4. Write Something that Matters to You: When something matters to you, it shines through in the way you communicate about it and this has a way of engaging readers who also believe the topic matters.
5. Write Something Topical: Writing a topic that is currently popular or a lot of people are searching for information on is definitely something to keep in mind when selecting a topic to post on.
6. One Topic Per Post: Posts that really hone in on one particular topic and communicate one main idea tend to do the best.
7. Plan Ahead: pretty self explanatory.

Blog Ideas I Found
Chris Brogan wrote a post about 100 Blog Topics I Hope YOU Write. Here are some of my favorites.
1. Ways to Save a Bad Time at a Conference
2. How Women Use Social Media
3. A Hard Look at My Media Habits
4.Ten Guilty Pleasures
5. Media Topics That Need More Coverage

Tim Taylor also gives different ideas for blog posts on his post Can’t Think of a Blog Post: Here’s Suggestions.
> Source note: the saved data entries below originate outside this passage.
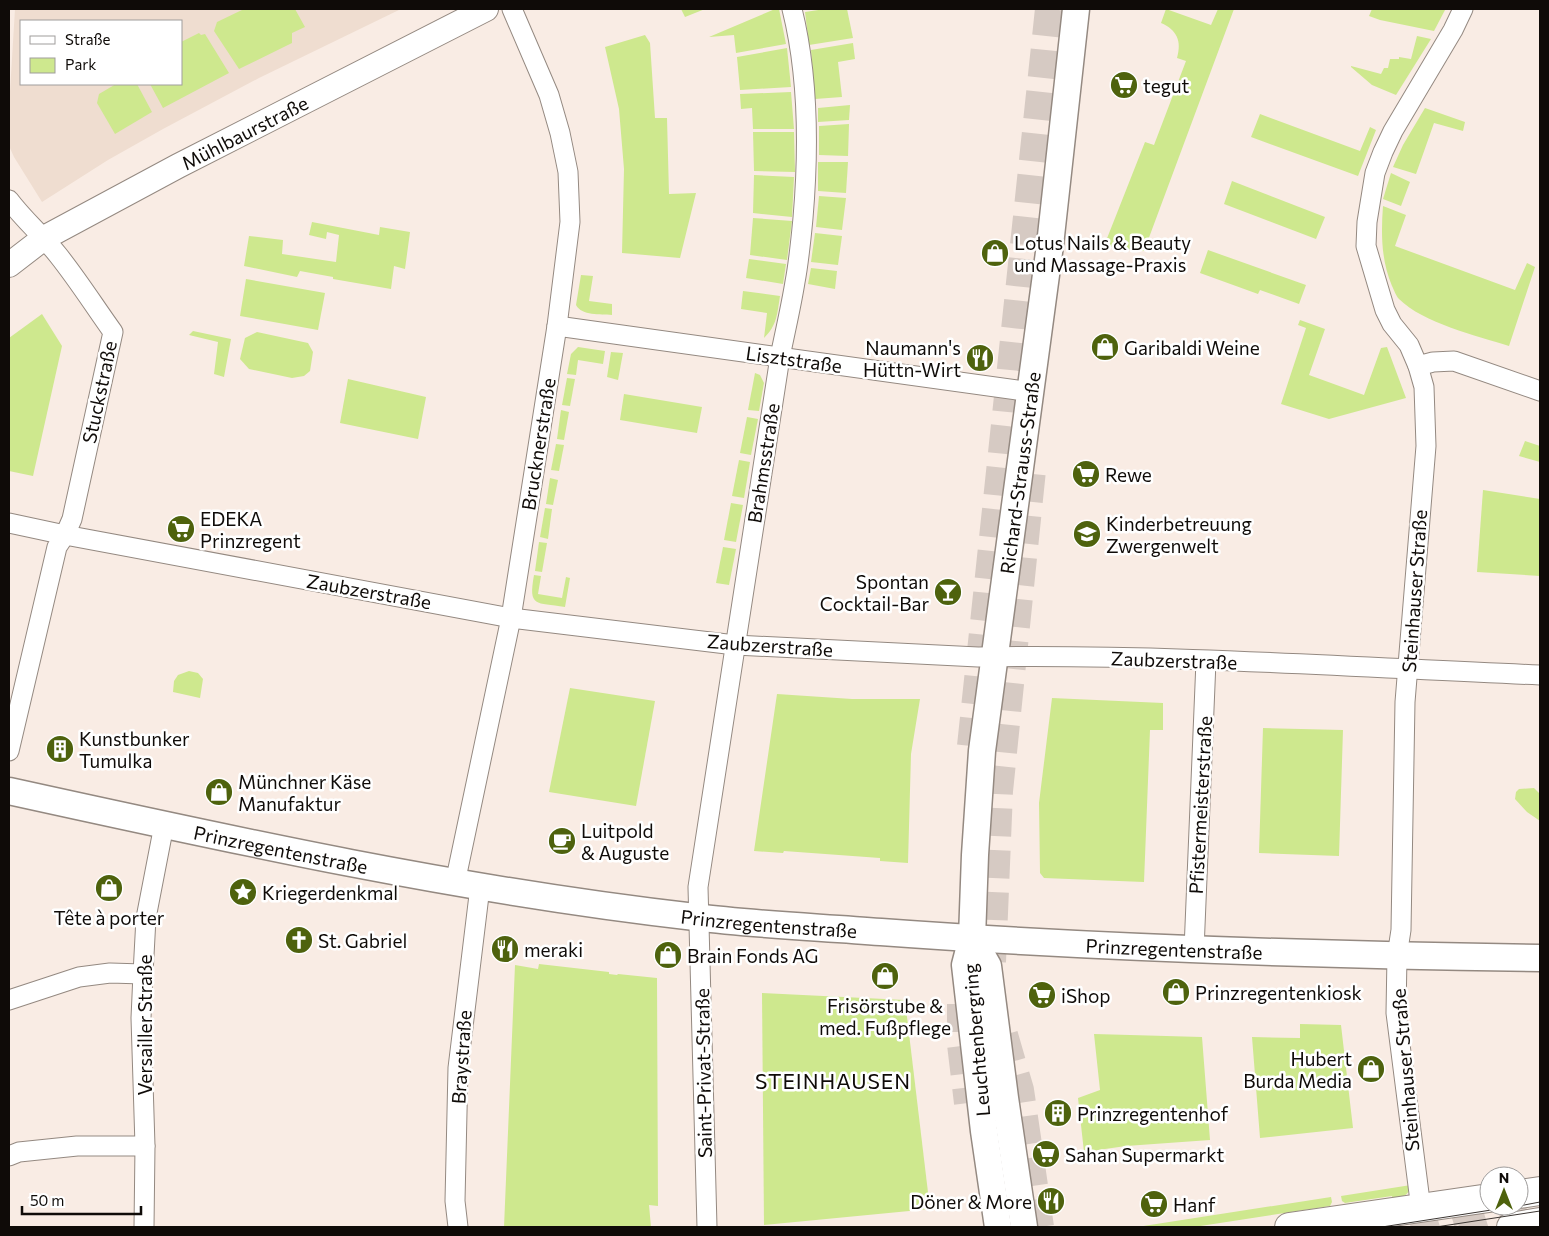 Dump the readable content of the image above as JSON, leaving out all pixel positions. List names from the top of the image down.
{
  "streets": {
    "main road": ["Richard-Strauss-Straße", "Prinzregentenstraße", "Leuchtenbergring"],
    "street": [
      "Mühlbaurstraße",
      "Lisztstraße",
      "Stuckstraße",
      "Brucknerstraße",
      "Brahmsstraße",
      "Zaubzerstraße",
      "Steinhauser Straße",
      "Pfistermeisterstraße",
      "Versailler Straße",
      "Braystraße",
      "Saint-Privat-Straße"
    ]
  },
  "crossings": [
    ["Mühlbaurstraße", "Stuckstraße"],
    ["Lisztstraße", "Brucknerstraße"],
    ["Lisztstraße", "Brahmsstraße"],
    ["Lisztstraße", "Richard-Strauss-Straße"],
    ["Stuckstraße", "Zaubzerstraße"],
    ["Brucknerstraße", "Zaubzerstraße"],
    ["Brucknerstraße", "Prinzregentenstraße"],
    ["Brucknerstraße", "Braystraße"],
    ["Brahmsstraße", "Zaubzerstraße"],
    ["Brahmsstraße", "Prinzregentenstraße"],
    ["Brahmsstraße", "Saint-Privat-Straße"],
    ["Richard-Strauss-Straße", "Zaubzerstraße"],
    ["Richard-Strauss-Straße", "Prinzregentenstraße"],
    ["Richard-Strauss-Straße", "Leuchtenbergring"],
    ["Zaubzerstraße", "Steinhauser Straße"],
    ["Zaubzerstraße", "Pfistermeisterstraße"],
    ["Steinhauser Straße", "Prinzregentenstraße"],
    ["Pfistermeisterstraße", "Prinzregentenstraße"],
    ["Prinzregentenstraße", "Versailler Straße"],
    ["Prinzregentenstraße", "Leuchtenbergring"],
    ["Prinzregentenstraße", "Braystraße"],
    ["Prinzregentenstraße", "Saint-Privat-Straße"]
  ],
  "districts": ["STEINHAUSEN"],
  "places": {
    "supermarket": [
      "tegut",
      "Rewe",
      "EDEKA Prinzregent",
      "iShop",
      "Sahan Supermarkt",
      "Hanf"
    ],
    "shop": [
      "Lotus Nails & Beauty und Massage-Praxis",
      "Garibaldi Weine",
      "Münchner Käse Manufaktur",
      "Tête à porter",
      "Brain Fonds AG",
      "Frisörstube & med. Fußpflege",
      "Prinzregentenkiosk",
      "Hubert Burda Media"
    ],
    "restaurant": ["Naumann's Hüttn-Wirt", "meraki", "Döner & More"],
    "school or university": ["Kinderbetreuung Zwergenwelt"],
    "bar": ["Spontan Cocktail-Bar"],
    "building": ["Kunstbunker Tumulka", "Prinzregentenhof"],
    "cafe": ["Luitpold & Auguste"],
    "place": ["Kriegerdenkmal"],
    "church": ["St. Gabriel"]
  },
  "legend": ["Straße", "Park"],
  "scale_bar": "50 m",
  "north": "top"
}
They aren’t so much related to journalism, but they are still some great ideas. Some of my favorites are:
1. How Long Has It Been Since You’ve Laughed and What Does Laughter Mean to You?
2. What’s Your Favorite Website and Why?
3. What One Thing Did You Hear Or See Today That Caught Your Attention?
4. What Are Your Favorite Words and Why?
5. Name Your 10 Favorite Outfits of All Time

If you feel like you’re still having trouble blogging, you may want to check out this video. Hire Jenna Marbles and she’ll whip your blogging butt into shape.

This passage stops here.